Open-set Identification. In this paper our focus is on a flexible scenario - the open-set recognition of individual Holstein Friesian cattle. Instead of only being able to recognise individuals that have been seen before and trained against, the system should be able to identify and re-identify cattle that have never been seen before without further retraining. To provide a complete process, we propose a full pipeline for detection and open-set recognition from image input to IDs. (see Fig. 1).

The remainder of this paper and its contributions are organised as follows: Section 2 discusses relevant related works in the context of this paper. Next, Section 4 outlines Holstein Friesian breed RoI detection, the first stage of the proposed identification pipeline, followed by the second stage in Section 5 on open-set individual recognition with extensive experiments on various relevant techniques. Finally, concluding remarks and possible avenues for future work are given in Section 7.

2 Related Work

The most longstanding approaches to cattle biometrics leverage the discovery of the cattle muzzle as a dermatoglyphic trait as far back as 1922 by Petersen, WE. Petersen (1922). Since then, this property has been taken advantage of in the form of semi-automated approaches Kumar and Singh (2017); Kumar et al. (2017); Kimura et al. (2004); Tharwat et al. (2014) and those operating on muzzle images Awad and Hassaballah (2019); El Hadad et al. (2015); Barry et al. (2007). These techniques, however, rely upon the presence of heavily constrained images of the cattle muzzle that are not easily attainable. Other works have looked towards retinal biometrics Allen et al. (2008), facial features Barbedo et al. (2019); Cai and Li (2013), and body scans Arslan et al. (2014), all requiring specialised imaging.

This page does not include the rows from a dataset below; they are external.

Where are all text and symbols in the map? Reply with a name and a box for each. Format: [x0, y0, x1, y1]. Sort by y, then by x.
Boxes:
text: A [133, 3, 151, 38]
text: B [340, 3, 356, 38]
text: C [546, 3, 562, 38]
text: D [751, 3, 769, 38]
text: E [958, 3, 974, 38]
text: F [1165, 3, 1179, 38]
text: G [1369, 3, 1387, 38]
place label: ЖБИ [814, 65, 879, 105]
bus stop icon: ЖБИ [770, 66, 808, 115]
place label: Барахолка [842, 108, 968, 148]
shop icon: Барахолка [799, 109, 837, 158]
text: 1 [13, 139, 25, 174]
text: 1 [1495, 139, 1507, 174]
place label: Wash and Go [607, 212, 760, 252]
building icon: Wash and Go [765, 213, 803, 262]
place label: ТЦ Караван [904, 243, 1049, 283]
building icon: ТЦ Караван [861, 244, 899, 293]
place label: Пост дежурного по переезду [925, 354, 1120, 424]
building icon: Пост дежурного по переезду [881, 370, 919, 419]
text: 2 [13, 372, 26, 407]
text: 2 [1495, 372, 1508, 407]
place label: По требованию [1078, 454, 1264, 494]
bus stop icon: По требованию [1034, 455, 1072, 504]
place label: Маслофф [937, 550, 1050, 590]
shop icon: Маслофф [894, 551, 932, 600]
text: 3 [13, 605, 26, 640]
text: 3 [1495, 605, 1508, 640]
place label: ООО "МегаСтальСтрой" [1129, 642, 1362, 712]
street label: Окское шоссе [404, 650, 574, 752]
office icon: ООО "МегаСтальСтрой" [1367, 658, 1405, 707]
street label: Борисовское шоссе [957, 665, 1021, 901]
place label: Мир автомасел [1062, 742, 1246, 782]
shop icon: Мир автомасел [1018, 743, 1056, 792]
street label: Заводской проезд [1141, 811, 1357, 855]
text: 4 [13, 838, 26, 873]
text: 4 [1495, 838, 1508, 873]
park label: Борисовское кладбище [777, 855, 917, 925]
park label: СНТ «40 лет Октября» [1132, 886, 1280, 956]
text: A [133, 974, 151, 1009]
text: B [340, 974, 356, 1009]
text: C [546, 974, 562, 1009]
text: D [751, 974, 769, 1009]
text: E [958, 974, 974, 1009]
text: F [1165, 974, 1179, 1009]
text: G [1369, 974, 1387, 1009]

2.1 Automated Cattle Biometrics

Only a few works have utilised advancements in the field of computer vision for the automated extraction of individual identity based on full body dorsal features Martinez-Ortiz et al. (2013); Li et al. (2017)

. Our previous works have taken advantage of this property; exploiting hand crafted features extracted on the coat

Andrew et al. (2016) (similar to a later work by Li, W. et al. Li et al. (2017)), which was outperformed by a deep approach using convolutional neural networks extracting spatio-temporal features Andrew et al. (2017, 2019); Andrew (2019), similar to Qiao et al. (2019). More recently, there have been works that integrate multiple views of cattle faces for identification Barbedo et al. (2019), utilise thermal imagery for background subtraction as a pre-processing technique for a standard CNN-based classification pipeline Bhole et al. (2019), and detect cattle presence from UAV-acquired imagery Barbedo et al. (2019). In this work we continue to exploit dorsal biometric features from coat patterns exhibited by Holstein and Holstein Friesian breeds as they provably provide sufficient distinction across populations. In addition, the images are easily acquired via static ceiling-mounted cameras, or outdoors using UAVs. Note that such birds-eye view images provide a canonical and consistent viewpoint of the object, the possibility of occlusions is widely eradicated, and imagery can be captured in a non-intrusive manner.

2.2 Deep Object Detection

Object detectors generally fall into two classes: one-stage detectors such as SSD Liu et al. (2016) and YOLO Redmon et al. (2016)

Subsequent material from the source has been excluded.